Martin Luther King Jr.’s Moral Call to America

In honor of Black History Month, three members of the Batten community who participated in the School’s Martin Luther King Jr. celebrations reflect on the activist’s legacy.

Reverend Doctor Martin Luther King Jr.
Reverend Doctor Martin Luther King Jr. 

Every morning in middle school, Marrissa Jones heard the pledge of allegiance read over the intercom. As the students around her rose, she remained seated. “I didn’t realize then that I was protesting,” she says. While she knew all too well the ideal of a nation with liberty and justice for all, her own experience had shown her that the reality was often quite different.

Jones, who graduated from UVA in 2019 with a degree in global public health and recently became the Batten School’s first social equity advisor, thought of those moments on Martin Luther King Jr. Day this year, when she took part in Batten’s celebration of the famous minister and social organizer. In honor of both the holiday and the approach of Black History Month, Batten’s dean, Ian Solomon, spearheaded a four-hour Zoom event that allowed participants to steep themselves in King’s words.

The celebration was especially moving for Jones, who says she didn’t have the chance to study King until college. “And even then, it was just the classes I chose to take,” she says. “We often gloss over Black history.”

Feeling that the Batten School could benefit from an event that encouraged deeper engagement with King, Solomon says he aimed to evoke the power of an immersive experience he had with activist’s ideas many years ago. He recalls playing King’s speeches over and over on CDs during his commutes to Capitol Hill, where he served as legislative counsel to then-Senator Barack Obama. “I remember how profound and complicated and rich and meaningful and provocative those speeches were,” Solomon says. 

Each of the event’s three speakers—Solomon, Jones, and Batten professor Paul Martin—selected one of King’s works and played him reading it aloud. Although the celebration included some discussion, its core was the liliting and steely force of King’s voice, accompanied by dozens of faces of Batten faculty, students, and staff: each floating in a separate Zoom rectangle, but united in a state of deep, silent concentration. 

“It was a little bit like being in temple or church or listening to a dharma talk together,” says Solomon.

King has become an almost holy figure in the United States. Like Jones, Martin says he has few early memories of studying the activist’s words. Still, he remembers revering the Nobel Laureate for Peace as a kind of saint. “He was up there with Gandhi,” Martin says. A 2019 poll showed that 90% of Americans view King favorably. 

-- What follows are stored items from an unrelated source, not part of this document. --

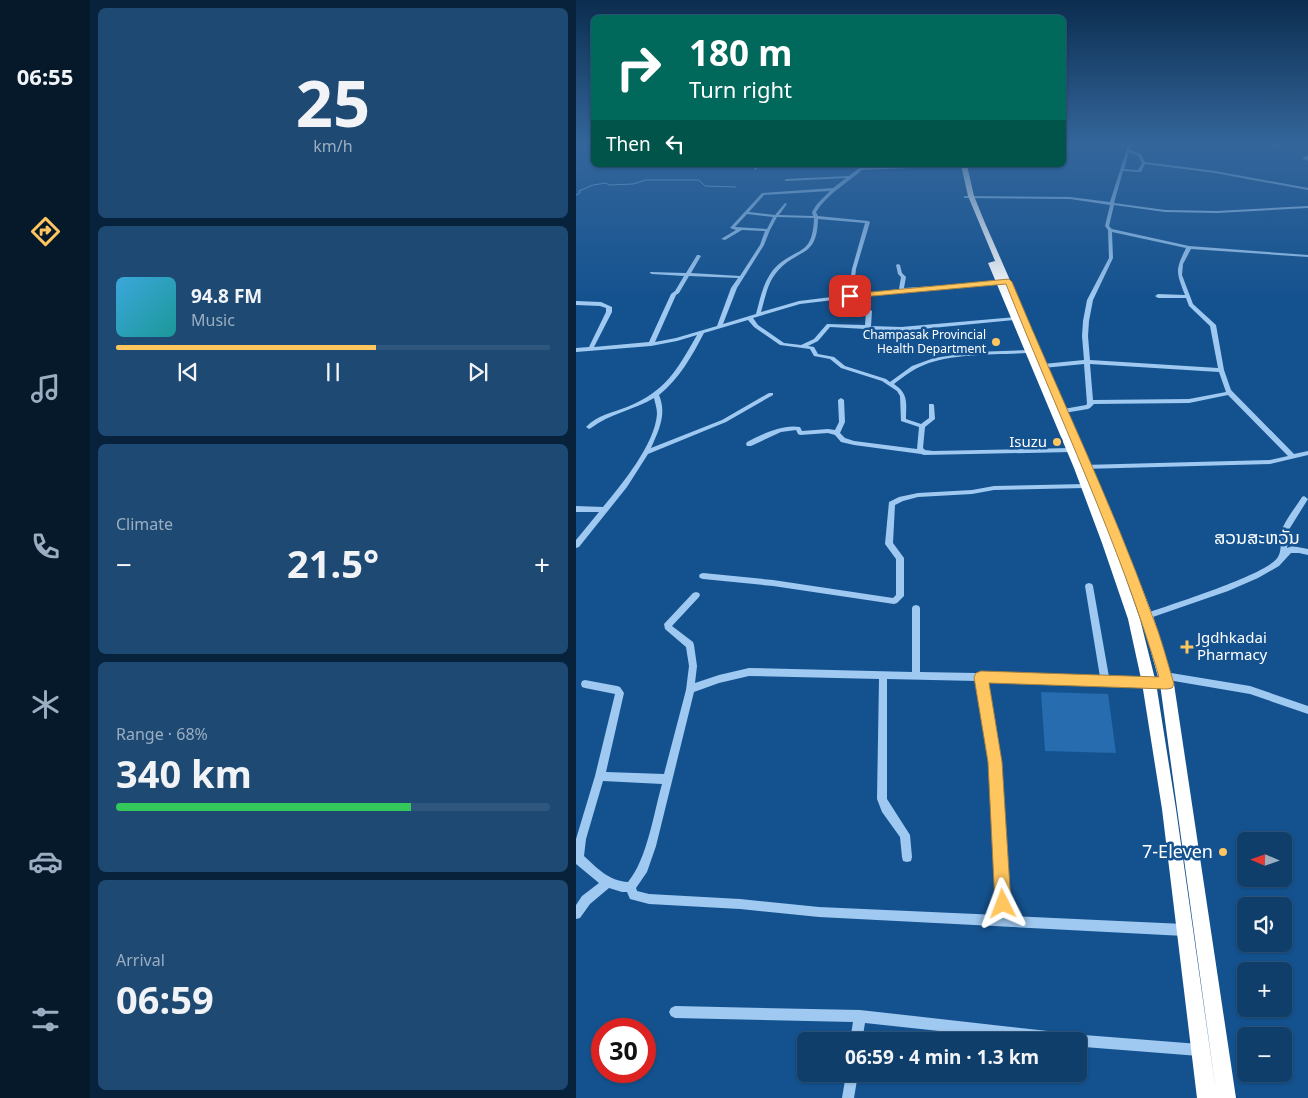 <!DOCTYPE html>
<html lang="en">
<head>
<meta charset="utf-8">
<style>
	:root { --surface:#0f3e6b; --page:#1d4973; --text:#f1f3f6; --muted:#9baec1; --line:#2f577e; --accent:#ffc65f }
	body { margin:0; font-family:"Noto Sans","Noto Sans Lao",sans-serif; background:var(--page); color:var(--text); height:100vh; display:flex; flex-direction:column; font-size:19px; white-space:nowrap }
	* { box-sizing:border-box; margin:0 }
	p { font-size:16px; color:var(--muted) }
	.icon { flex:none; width:28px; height:28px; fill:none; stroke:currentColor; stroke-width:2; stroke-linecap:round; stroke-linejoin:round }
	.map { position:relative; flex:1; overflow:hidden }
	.details { display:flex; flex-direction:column; gap:8px; padding:8px; background:#08223b; width:486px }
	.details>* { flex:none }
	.top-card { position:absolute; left:15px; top:15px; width:475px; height:152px; border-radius:8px; box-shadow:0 1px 4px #0004,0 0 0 1px var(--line); background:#00695c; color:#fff; overflow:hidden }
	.needle { width:32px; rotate:272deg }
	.fabs { position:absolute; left:661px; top:832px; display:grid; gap:10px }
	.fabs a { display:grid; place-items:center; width:55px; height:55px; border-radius:8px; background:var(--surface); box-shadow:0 1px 4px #0004,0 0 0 1px var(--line); font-size:25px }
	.speed { position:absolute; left:15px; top:1018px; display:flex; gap:10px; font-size:25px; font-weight:700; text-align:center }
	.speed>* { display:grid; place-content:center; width:65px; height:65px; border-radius:50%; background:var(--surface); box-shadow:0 1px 4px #0004,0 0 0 1px var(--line); line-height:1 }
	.speed .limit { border:8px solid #d22; background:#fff; color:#111 }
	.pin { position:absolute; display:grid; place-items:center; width:42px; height:42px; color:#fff; margin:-21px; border-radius:10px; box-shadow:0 2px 8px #0006 }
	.me { position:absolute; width:55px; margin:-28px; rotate:357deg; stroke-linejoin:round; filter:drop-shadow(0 0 4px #0008) }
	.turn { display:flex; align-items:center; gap:18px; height:105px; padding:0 15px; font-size:22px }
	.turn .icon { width:65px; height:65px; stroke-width:2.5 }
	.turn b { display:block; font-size:35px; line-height:42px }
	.then { display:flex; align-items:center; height:48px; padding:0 15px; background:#0003; gap:10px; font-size:19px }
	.big { font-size:38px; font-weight:700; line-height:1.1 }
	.details .card { flex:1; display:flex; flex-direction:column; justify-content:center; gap:8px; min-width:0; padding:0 18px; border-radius:8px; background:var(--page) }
	.details .dial { align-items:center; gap:0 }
	.dial b { font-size:65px; line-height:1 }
	.song { display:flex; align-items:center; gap:15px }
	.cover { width:60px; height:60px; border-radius:8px; background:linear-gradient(135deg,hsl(200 70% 55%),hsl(180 70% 35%)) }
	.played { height:5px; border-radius:2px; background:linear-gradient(90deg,var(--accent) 60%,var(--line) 60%) }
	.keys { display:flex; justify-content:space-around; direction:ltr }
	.heat { display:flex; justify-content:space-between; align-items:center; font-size:28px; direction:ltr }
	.charge { height:8px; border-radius:4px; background:linear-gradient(90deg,#34c759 68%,var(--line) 0) }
	.trip { position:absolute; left:221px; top:1032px; width:290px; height:50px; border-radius:8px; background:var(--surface); box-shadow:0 1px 4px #0004,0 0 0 1px var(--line); font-weight:700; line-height:50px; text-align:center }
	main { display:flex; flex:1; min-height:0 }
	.tabs { display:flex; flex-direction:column; width:90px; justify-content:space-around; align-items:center; background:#06192b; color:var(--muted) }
	.tabs .icon { width:35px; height:35px }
	.tabs .active { color:var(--accent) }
	.tabs b { font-size:22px; color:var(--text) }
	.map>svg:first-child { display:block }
	.green { fill:#266cae }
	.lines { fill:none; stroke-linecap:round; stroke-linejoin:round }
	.stream { stroke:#91c5f4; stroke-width:1 }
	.minor { fill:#9fc9f1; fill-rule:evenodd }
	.highway { fill:#fff; fill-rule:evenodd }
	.route { fill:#ffc65f; stroke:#a6813e }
	.poi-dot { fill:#ffc65f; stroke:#14528f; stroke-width:2 }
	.labels { text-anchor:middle; stroke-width:5; stroke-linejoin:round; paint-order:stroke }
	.far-poi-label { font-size:12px; fill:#fff; stroke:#14528f; text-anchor:end }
	.poi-label { font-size:15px; fill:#fff; stroke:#14528f; text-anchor:end }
	.quarter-label { font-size:18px; fill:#fff; stroke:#14528f }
	.near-poi-label { font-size:18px; fill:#fff; stroke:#14528f; text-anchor:end }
</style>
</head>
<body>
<main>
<nav class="tabs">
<b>06:55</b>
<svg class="icon active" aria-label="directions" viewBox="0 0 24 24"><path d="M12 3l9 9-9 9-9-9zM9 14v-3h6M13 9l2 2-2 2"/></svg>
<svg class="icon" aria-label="music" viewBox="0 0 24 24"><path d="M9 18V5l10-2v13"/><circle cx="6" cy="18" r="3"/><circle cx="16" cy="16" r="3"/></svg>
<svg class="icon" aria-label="phone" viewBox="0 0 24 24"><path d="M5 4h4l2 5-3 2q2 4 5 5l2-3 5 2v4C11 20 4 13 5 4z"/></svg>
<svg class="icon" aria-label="climate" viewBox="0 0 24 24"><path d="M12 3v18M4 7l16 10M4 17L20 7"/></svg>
<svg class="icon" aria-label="car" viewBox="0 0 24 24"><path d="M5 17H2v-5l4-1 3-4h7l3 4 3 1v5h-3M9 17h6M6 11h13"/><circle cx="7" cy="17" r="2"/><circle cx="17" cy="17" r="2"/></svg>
<svg class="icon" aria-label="filters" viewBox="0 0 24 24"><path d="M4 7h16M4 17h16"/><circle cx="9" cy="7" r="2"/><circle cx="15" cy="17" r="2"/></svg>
</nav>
<section class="details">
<div class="card dial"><b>25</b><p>km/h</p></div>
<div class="card">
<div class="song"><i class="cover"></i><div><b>94.8 FM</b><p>Music</p></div></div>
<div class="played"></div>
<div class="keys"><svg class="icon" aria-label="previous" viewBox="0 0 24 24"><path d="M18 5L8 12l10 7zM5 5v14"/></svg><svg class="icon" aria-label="pause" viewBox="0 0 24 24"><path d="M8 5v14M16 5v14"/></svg><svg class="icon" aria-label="next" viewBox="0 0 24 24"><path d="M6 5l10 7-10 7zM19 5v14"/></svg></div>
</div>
<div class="card"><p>Climate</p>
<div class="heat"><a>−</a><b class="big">21.5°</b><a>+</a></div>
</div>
<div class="card"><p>Range · 68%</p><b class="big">340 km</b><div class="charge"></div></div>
<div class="card"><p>Arrival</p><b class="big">06:59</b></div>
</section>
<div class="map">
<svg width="732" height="1098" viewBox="0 0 732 1098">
	<rect width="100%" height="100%" fill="#14528f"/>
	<path class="green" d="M 465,692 L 532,694 L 540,753 L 469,751 Z"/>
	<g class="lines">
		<path class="stream" d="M 0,195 L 4,193 L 3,191 L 17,185 L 30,183 L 33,185 L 57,184 L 70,180 L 123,180 L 129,186 L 160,187"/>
		<path class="minor" d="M 552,145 L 556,145 L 554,150 L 565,154 L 569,162 L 639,171 L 732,188 L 732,190 L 639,173 L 569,164 L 565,172 L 547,171 L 538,203 L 589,210 L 641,211 L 732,206 L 732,208 L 641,213 L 589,212 L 538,205 L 533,226 L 536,229 L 613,246 L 732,255 L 732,257 L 615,249 L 607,264 L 606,275 L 617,304 L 640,325 L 648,370 L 655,390 L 718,454 L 732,451 L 732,455 L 694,464 L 507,469 L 504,467 L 507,465 L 694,460 L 712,456 L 652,395 L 613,403 L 518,404 L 514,408 L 512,409 L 482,414 L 479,412 L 482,410 L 510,405 L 511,404 L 508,364 L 467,368 L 464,366 L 467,364 L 508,360 L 506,336 L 507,321 L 511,300 L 533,258 L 532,230 L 529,226 L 534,205 L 494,199 L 389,198 L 387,197 L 389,196 L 494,197 L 534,202 ZM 553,152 L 562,156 L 566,163 L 562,170 L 548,169 ZM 536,232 L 610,248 C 599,271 600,271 609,295 L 582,294 L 579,296 L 582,298 L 610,298 L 613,306 L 634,326 L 642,368 L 514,360 L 512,336 L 513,321 L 517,300 L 537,258 ZM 514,364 L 643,372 L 650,392 L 613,399 L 517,400 Z
			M 700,145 L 704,145 L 703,148 L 701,148 Z
			M 732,155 L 732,161 L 726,158 Z
			M 180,165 L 188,165 L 182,167 L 180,170 L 178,170 Z
			M 287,165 L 291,165 L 288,168 L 383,165 L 381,166 L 286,170 C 270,184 252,193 240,212 L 242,216 L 292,221 L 294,222 L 280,269 L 277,295 L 323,289 L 325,277 L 322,274 L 320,265 L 322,264 L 324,265 L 326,273 L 330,277 L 328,288 L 431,281 L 433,282 L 433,283 L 325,292 L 224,304 L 177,318 L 182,325 L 208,343 L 225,345 L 238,339 L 251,324 L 289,325 L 290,311 L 293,309 L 296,311 L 295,326 L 325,327 L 440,317 L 440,319 L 438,320 L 325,331 L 254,327 L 242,341 L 232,346 L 238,347 L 242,354 L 258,357 L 269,366 L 310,379 L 314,382 L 336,366 L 358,358 L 398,352 L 454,350 L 455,351 L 452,353 C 420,355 377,353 348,365 C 337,369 327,377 318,384 C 333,394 330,403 330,419 L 345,424 L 353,418 L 353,404 L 357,404 L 358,405 L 359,419 L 349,427 L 347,448 L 349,450 L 357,451 L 494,448 L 496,448 L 497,450 L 496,452 L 348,455 L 345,454 L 278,445 L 265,442 L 259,435 L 252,433 L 224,435 L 222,434 L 220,430 L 205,432 L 175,446 L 171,446 L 170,444 L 171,442 C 187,434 206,424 224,427 L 226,431 L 252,429 L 259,430 L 263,422 L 262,400 L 265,398 L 268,400 L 269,422 L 264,433 L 269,438 L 278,441 L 341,449 L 343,427 L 325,421 L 324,396 L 321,391 L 306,381 L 265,368 L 254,359 L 238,356 L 234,349 L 204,345 L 178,327 L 172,320 L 128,333 C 116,356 103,379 83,395 C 91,414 83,430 75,448 L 146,420 L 193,393 L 197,393 L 197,395 L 150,422 L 72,454 L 51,487 L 3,547 L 0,548 L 0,540 L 23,512 L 0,512 L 0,506 L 27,507 C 46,484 79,444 81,414 C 81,408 79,403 78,398 C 58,410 33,414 15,428 L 13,429 L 10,427 C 21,415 36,413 51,407 C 90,391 101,370 121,335 L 101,341 L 75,346 L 0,352 L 0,348 L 13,347 L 30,312 L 30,308 L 24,306 L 0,305 L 0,301 L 25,302 L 36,307 L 36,312 L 18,347 L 73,342 L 95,294 L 99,291 L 108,276 L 76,274 L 74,273 L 74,272 L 110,273 L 121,255 L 123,255 L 125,256 L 115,273 L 164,276 L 184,245 L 189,231 L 166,230 L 149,240 L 145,239 L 160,230 L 154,228 L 186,193 L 257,188 L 270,178 L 210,181 L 208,180 L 210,179 L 273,176 ZM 254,191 L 241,204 L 236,212 L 237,216 L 203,215 L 211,204 L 209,203 L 199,215 L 173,212 L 188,195 ZM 171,214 L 197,217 L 191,229 L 159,227 ZM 201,217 L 238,218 C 237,259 218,246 197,270 C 187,283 184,299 180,314 L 147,324 L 161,288 L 188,245 L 194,230 ZM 242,219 L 289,223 L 276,269 L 272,295 L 223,301 L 185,312 C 189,299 191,284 200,273 C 221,247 241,260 242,219 ZM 113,276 L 162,278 L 155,288 L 141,326 L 100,338 L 79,342 L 100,295 L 103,293 Z
			M 509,484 L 512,486 L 509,488 L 418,490 L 396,494 L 342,497 L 327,501 L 319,505 L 317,543 L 328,558 L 328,596 L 321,603 L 318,604 L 197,586 L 127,579 L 124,578 L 123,576 L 124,574 L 127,573 L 197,580 L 317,598 L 320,595 L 320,559 L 309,544 L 313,502 L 323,497 L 342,493 L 396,490 L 418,486 Z
			M 728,496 L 732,499 L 714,528 L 711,548 L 716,546 L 732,549 L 732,555 L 723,553 L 715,553 L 703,566 L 682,578 L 652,591 L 571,619 L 568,618 L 567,616 L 568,614 C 592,605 691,575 702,557 C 707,549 703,535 707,527 C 712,516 720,507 726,497 Z
			M 513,583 L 516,584 L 517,586 L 533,677 L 590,680 L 586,679 L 585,676 L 586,673 L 589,672 L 674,686 L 732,706 L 732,714 L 674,694 L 592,680 L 594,681 L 595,684 L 594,687 L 591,688 L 462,682 L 410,681 L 424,762 L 433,916 L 608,924 L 612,926 L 614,930 L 612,934 L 608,936 L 243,917 L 164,909 L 73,904 L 54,899 L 51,892 L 46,892 L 33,888 L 14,904 L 4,918 L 0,919 L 0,905 L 6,896 L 23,883 L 0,864 L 0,839 L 19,776 L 39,694 L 9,688 L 6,687 L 5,684 L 6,681 L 9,680 L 41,686 L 44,687 L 48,693 L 30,772 L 88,774 L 110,690 L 113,666 L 110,647 L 89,629 L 88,624 L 117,593 L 120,592 L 123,593 L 124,595 L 123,597 L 96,626 L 117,642 L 118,645 L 121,666 L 119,683 L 143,675 L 173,668 L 336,672 L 336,608 L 337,606 L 340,605 L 343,606 L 344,608 L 344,672 L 462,674 L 524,677 L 509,586 L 510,584 ZM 173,676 L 303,679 L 301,799 L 306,812 L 324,837 L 326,857 L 327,861 L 331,862 L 335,861 L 336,857 L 334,835 L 311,799 L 311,679 L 401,681 L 414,762 L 422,915 L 243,907 L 164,899 L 73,894 L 61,891 L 60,888 L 71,872 L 80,846 L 118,692 L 143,683 ZM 27,781 L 86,784 C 78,812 71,860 52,882 C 33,881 21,868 8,856 L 10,839 Z
			M 99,1006 L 284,1010 L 508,1035 L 623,1044 L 627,1046 L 629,1050 L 627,1054 L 623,1056 L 508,1047 L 502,1046 L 502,1041 L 456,1041 L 289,1023 L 286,1041 L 274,1041 L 277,1022 L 99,1018 L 95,1016 L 93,1012 L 95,1008 Z
			M 270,1074 L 282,1074 L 278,1098 L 266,1098 Z"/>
		<path class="highway" d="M 385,165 L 391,165 L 398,196 L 409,223 L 539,520 L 577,616 L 598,684 L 660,1098 L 621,1098 L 586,809 L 566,683 L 552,619 L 526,543 L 498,468 L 412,263 L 419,261 L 422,268 L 392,196 ZM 541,553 L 565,616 L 584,684 L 640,1092 L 600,809 L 580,683 L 564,619 Z"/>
	</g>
	<linearGradient id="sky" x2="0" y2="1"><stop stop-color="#0b2d4f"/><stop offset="0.48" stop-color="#34669b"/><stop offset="1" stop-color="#34669b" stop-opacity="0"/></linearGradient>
	<rect width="732" height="299" fill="url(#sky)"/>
	<path class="route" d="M 433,279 L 436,282 C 482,393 535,501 576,615 C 585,637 591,661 598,684 L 596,688 L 591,689 L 413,683 L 426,762 L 435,904 L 433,910 L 427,913 L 421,910 L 419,904 L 412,762 L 398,677 L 400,673 L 405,671 L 583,677 C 543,542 482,415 430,284 L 274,298 L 270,296 L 274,294 Z"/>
	<g class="poi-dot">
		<circle cx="420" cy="342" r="5"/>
		<circle cx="481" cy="442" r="5"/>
		<path d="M608.5 639.5h5v5h5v5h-5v5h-5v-5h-5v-5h5z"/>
		<circle cx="647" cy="852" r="5"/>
	</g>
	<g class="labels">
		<g class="far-poi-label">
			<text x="410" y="339">Champasak Provincial<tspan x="410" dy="14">Health Department</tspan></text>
		</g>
		<g class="poi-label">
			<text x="471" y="447">Isuzu</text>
			<text x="621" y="643" text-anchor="start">Jgdhkadai<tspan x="621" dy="17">Pharmacy</tspan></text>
		</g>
		<g class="quarter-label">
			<text x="681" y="544">ສວນສະຫວັນ</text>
		</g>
		<g class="near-poi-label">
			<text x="637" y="858">7-Eleven</text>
		</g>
	</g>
</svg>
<div class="fabs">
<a><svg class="needle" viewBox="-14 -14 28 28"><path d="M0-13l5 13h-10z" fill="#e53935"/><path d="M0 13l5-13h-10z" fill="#9baec1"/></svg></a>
<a><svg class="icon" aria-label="sound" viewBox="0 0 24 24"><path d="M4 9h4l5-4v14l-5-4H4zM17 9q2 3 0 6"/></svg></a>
<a>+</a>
<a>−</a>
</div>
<div class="speed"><div class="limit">30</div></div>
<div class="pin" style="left:274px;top:296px;background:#d93025"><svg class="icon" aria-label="arrive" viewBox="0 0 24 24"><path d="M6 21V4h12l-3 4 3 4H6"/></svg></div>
<svg class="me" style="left:427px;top:904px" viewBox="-20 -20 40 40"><path d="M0-17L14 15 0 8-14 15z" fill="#ffc65f" stroke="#fff" stroke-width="4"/></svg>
<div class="trip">06:59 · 4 min · 1.3 km</div>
<div class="top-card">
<div class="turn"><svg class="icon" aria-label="right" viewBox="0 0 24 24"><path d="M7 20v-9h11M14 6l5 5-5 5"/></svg><div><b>180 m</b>Turn right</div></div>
<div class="then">Then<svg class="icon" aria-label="left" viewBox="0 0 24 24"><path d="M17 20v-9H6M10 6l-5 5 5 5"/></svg></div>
</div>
</div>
</main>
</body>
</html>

But Solomon notes that many of us have experienced King’s ideas in a “watered down” and “sanitized” form. People often misinterpret his revolutionary vision of equality as an argument for practicing “color blindness,” he says; some have even used it to oppose policies like affirmative action

In fact, King was a radical, Solomon argues. Jones agrees: When he was assassinated, she notes, his approval rating was abysmally low—among white people, around 25%. King opposed the Vietnam War and called attention to the perniciousness of income inequality across all races, which concerned white elites. At the time of his death, he was organizing the Poor People’s Campaign, which advocated for policies like a fair minimum wage and unemployment insurance. He was also in favor of universal basic income, now a popular policy topic. 

It’s important to remember that King was a master of protest strategy as well, says Martin, who teaches courses on advocacy and policy implementation at Batten. In “Letter from a Birmingham Jail,” Martin’s reading of choice for the event, King offers a glimpse of the enormous amount of planning that went into the protests he helped organize; participants trained intensively in how to respond to the police with nonviolence, and the time and place for each demonstration were painstakingly and strategically decided.

“As casual observers, we often watch his protests and think of them as reactive, but he was actually very careful and tactical,” Martin says.

Although his approach to protesting has important implications for today’s human rights demonstrations, one of King’s most powerful legacies is a little less tangible: his indictment of the American failure to live up to our ideals, Jones says. When she thinks about what inspired her to stay seated for the pledge of allegiance, she remembers one disillusioning day in eighth grade geometry. She realized two white boys seated behind her were snickering. “I heard them saying, ‘n-word, n-word, come pick my cotton,’” she recalls. Although Jones had noticed she was the only student of color in her class, “I got straight As. I heavily participated,” she says. “I had thought, I’m equal to these people, I’m as smart as these people, and there’s no way they’re going to see me as anything else.”

In the King speech Jones chose to share—a precursor to his famous “I Have a Dream” speech—he highlights that dissonance. At one point, he describes America as “tragically divided against herself,” a country that puts forth a revolutionary vision of democracy but lives out its “antithesis” in the form of slavery and segregation. The reverberations of those policies continue to this day. “I think King would say there’s a lot more work to be done,” Jones says.

For Solomon, King’s ability to name that quintessentially American contradiction makes studying his work an ethical necessity, especially for policymakers and leaders.

“Our future depends on what we make of his strong moral call that we live out the promise of this country,” Solomon says. “My hope is that he inspires us to be bold: We need to recognize that if we fail to deal with issues of equity, this country will never be true to its highest ideals."